Finance

purchase with prello

Ludovic de Jouvancourt
Co-founder and CEO

Buying a second home share is an important financial and personal decision! One of the first questions that may come to mind is: how am I going to fund my share? It's very simple: you can either finance your acquisition with equity (cash), or use credit.Of course, it is possible to combine cash and credit to provide the necessary financing.

Bank financing with a deported guarantee

If you have cash, you can fund your share through it. This is the fastest and easiest solution. You can also free up unprofitable funds such as bank books, Euro Life Insurance Funds, etc. to free up cash and finance the purchase of your second home share.

How does this type of financing work?

The principle is simple: to secure your loan, instead of taking out a mortgage on the Prello asset being purchased or taking out a deposit, the bank takes another asset as collateral (real estate, liquid shares, passbook, life insurance …) that you already have.

What are the prerequisites for applying for this type of funding?

The prerequisites are as follows:

The bank can only take collateral on an asset that has already been fully or partially repaid.
The value of this asset must be equal to the price of the share to be financed.
🔎 Example 1: Mr Dujardin wants to buy a Prello second home share at €200,000

He can make a contribution of €20,000 but no more.
He owns his main residence worth €500,000 which he bought 10 years ago through a bank loan.
Today, Mr Dujardin has repaid €204,000 of capital on this loan.
His net assets amount to €204,000, so he can use this assets to guarantee his loan to acquire his Prello share at €200,000.
🔎 Example 2: Mrs. Dulac *** *s would like to buy a Prello second home share at 150,000€

She owns an apartment worth €400,000 in Paris that she bought as a rental investment 5 years ago
Today, Mrs. Dulac has repaid €90,000 of capital on this loan
Her net assets amount to €90,000, so she can use this assets to guarantee her loan to acquire her Prello share, but will have to contribute €60,000 because her net assets do not cover the full amount of the share to be financed. .
🔎 Example 3: Mrs. Dupré wishes to buy a Prello secondary residence share at €100,000

She has life insurance for an amount of €80,000, as well as CAC 40 shares for an amount of €50,000.
Today, Ms. Dupré therefore has a net asset of €130,000, so she can use this asset to guarantee her loan to acquire her Prello share at €100,000.
How to set up this type of financing?
You can contact your bank directly, or call on a specialized broker, or go through our partner broker who is an expert in real estate credit.
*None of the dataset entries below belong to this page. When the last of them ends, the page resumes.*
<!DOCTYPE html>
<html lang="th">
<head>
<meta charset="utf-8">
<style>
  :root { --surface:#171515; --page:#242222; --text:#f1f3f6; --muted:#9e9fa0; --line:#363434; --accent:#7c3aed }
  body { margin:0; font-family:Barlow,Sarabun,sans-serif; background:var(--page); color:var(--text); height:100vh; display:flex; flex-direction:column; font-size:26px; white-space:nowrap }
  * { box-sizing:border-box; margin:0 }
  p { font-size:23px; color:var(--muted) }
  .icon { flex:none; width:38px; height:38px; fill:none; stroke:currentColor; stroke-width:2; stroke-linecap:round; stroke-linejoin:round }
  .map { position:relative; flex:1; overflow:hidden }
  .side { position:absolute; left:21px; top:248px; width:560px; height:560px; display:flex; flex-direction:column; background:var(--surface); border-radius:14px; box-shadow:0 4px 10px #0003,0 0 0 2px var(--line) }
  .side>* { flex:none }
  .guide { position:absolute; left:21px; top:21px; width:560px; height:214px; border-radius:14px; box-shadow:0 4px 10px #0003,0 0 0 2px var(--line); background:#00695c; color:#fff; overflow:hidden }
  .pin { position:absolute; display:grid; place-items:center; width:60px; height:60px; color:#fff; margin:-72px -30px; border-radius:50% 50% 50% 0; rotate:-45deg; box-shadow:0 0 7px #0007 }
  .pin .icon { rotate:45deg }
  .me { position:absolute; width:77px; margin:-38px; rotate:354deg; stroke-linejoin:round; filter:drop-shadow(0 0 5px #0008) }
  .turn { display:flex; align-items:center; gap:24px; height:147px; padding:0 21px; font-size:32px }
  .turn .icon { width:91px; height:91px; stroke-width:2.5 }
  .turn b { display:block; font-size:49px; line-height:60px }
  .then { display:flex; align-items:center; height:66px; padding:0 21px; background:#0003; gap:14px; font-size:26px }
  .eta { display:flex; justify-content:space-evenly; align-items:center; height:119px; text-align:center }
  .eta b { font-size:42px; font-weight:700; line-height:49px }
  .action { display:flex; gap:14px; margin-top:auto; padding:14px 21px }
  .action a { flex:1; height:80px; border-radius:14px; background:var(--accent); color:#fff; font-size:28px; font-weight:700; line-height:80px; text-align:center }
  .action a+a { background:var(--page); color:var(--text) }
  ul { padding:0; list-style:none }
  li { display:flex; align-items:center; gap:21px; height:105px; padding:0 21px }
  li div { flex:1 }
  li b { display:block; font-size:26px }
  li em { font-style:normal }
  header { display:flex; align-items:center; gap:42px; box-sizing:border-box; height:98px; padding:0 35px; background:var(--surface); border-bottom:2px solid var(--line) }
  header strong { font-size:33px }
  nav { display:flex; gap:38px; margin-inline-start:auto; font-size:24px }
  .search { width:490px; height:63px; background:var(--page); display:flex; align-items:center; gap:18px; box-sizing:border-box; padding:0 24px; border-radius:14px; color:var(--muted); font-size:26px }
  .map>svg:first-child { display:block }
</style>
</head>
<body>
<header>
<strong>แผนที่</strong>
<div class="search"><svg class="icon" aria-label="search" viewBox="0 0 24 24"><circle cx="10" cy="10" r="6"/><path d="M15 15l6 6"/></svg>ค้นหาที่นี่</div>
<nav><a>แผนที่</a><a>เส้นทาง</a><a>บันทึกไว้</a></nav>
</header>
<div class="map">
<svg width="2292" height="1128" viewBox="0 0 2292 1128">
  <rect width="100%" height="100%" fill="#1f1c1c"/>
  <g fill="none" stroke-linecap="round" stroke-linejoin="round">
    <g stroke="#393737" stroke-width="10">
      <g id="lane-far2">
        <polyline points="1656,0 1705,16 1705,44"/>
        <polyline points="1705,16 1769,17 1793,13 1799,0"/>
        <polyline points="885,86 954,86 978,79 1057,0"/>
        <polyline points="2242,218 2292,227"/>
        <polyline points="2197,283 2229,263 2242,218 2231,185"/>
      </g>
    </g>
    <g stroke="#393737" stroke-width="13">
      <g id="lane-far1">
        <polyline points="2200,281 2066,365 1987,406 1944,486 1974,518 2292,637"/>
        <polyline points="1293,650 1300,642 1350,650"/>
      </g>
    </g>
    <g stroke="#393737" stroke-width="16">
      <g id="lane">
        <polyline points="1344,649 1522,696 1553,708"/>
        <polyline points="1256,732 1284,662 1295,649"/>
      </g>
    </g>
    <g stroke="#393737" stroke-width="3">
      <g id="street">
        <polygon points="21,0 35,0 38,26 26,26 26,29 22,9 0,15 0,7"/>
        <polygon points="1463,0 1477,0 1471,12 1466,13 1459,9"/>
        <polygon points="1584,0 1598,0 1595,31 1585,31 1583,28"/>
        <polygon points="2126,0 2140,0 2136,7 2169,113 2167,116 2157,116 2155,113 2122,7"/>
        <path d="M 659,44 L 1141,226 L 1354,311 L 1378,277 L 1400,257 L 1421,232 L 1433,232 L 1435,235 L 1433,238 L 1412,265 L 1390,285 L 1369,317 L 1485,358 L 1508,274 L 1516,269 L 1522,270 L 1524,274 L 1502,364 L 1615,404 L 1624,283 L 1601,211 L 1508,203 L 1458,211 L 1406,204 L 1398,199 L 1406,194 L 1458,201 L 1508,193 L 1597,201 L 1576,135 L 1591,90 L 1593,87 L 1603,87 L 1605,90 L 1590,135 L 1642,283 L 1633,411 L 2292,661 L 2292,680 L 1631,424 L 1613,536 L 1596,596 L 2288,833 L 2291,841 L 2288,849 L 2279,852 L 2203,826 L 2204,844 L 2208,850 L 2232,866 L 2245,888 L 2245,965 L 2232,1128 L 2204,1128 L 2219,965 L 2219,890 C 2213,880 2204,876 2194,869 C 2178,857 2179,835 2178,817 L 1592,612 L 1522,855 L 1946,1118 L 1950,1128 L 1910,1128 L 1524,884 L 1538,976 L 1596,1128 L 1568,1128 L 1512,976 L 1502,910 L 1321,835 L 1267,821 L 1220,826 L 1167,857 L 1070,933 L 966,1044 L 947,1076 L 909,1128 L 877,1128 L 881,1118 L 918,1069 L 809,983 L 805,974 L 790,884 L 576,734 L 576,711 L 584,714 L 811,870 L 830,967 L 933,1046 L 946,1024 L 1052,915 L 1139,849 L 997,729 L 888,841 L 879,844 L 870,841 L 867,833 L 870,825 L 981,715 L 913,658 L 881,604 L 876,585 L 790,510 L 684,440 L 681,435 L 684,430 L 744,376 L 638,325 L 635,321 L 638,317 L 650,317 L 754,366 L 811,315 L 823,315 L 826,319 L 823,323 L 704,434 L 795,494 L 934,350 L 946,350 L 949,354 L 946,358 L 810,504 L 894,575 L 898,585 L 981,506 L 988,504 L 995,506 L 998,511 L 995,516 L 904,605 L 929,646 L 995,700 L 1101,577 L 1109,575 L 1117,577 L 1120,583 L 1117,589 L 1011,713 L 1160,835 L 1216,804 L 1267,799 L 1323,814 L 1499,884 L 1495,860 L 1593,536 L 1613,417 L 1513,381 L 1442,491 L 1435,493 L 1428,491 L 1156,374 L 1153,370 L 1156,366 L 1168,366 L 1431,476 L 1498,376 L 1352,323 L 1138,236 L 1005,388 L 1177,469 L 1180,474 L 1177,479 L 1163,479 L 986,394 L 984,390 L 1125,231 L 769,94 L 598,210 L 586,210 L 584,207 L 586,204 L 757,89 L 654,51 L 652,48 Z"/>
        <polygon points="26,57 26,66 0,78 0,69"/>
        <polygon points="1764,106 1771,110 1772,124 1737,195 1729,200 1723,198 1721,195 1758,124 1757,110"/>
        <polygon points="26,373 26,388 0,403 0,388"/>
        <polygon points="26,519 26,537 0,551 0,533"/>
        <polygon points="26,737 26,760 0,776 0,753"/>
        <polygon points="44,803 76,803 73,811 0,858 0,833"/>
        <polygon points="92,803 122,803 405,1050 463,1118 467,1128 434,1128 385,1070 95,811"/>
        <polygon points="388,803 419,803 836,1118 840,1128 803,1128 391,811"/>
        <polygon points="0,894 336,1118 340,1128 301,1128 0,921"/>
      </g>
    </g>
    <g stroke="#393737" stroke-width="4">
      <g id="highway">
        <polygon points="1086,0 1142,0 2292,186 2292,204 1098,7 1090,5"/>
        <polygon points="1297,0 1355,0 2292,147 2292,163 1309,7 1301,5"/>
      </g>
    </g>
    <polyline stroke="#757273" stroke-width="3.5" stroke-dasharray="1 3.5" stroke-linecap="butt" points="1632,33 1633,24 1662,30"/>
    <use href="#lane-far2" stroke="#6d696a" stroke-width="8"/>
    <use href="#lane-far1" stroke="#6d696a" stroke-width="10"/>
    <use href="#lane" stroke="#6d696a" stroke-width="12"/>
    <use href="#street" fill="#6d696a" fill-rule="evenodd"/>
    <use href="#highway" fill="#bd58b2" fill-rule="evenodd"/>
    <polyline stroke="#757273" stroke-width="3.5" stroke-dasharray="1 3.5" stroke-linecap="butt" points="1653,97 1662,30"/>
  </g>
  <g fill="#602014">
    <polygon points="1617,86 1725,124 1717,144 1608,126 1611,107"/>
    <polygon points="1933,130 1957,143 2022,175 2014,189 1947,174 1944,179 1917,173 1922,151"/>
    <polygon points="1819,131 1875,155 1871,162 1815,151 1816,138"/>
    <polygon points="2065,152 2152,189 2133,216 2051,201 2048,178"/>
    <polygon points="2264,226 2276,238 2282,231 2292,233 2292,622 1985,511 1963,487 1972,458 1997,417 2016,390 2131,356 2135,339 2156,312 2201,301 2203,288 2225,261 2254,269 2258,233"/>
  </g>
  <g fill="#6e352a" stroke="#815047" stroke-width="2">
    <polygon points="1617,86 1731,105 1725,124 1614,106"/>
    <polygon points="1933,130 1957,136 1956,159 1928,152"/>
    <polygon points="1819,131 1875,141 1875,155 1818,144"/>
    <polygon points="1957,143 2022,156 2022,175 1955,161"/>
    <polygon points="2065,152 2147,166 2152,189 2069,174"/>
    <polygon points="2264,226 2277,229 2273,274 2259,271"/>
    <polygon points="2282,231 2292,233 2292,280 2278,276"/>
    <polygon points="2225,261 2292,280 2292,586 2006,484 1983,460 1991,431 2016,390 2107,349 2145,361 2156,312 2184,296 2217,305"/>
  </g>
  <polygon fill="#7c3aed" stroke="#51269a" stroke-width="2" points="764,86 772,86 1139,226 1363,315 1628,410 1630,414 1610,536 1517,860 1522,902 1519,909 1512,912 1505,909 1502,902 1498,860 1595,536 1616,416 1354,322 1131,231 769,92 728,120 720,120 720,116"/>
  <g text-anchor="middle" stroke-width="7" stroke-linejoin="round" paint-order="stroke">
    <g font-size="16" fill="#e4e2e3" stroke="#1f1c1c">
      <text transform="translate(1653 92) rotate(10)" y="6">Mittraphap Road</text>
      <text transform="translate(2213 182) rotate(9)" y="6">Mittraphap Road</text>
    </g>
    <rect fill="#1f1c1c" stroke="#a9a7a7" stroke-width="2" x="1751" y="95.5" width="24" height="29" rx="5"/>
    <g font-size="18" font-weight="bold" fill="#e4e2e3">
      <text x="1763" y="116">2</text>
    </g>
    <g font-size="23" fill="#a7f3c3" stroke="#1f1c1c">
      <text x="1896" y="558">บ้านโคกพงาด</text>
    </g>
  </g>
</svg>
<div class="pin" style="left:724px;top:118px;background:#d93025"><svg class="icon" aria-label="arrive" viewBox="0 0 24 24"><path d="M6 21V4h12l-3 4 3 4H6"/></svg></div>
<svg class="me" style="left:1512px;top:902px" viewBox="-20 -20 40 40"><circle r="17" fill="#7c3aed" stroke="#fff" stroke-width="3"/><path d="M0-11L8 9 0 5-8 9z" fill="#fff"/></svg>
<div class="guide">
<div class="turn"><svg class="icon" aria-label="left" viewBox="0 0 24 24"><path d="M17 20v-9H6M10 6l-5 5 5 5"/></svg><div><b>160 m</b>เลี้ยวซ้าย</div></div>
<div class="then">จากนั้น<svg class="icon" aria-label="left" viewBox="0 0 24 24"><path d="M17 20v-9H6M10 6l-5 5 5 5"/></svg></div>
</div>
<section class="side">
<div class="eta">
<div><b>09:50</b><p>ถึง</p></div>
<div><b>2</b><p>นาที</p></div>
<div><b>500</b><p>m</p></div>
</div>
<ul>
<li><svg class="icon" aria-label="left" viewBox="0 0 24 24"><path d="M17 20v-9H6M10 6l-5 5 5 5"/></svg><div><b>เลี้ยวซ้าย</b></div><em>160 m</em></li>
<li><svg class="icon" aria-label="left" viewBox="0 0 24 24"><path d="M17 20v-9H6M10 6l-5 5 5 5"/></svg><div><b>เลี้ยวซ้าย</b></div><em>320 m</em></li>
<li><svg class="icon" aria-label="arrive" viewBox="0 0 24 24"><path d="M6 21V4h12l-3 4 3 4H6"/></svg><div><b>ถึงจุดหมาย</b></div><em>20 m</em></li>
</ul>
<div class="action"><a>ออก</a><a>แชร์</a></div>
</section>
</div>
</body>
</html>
In order to assess your eligibility, make an appointment with a Prello expert: in 20 minutes, he will be able to assess your financial situation, and present your file to our partner broker if you wish. You will then be called back within 48 hours by a broker, who will offer you a loan depending on your situation. The time to receive a concrete credit offer from a bank can take between 1 and 2 months.

During this period of 1 to 2 months, as for a classic real estate sale, you sign a promise to purchase shares in the SCI. Once your credit has been obtained, you are able to buy your Prello secondary residence share.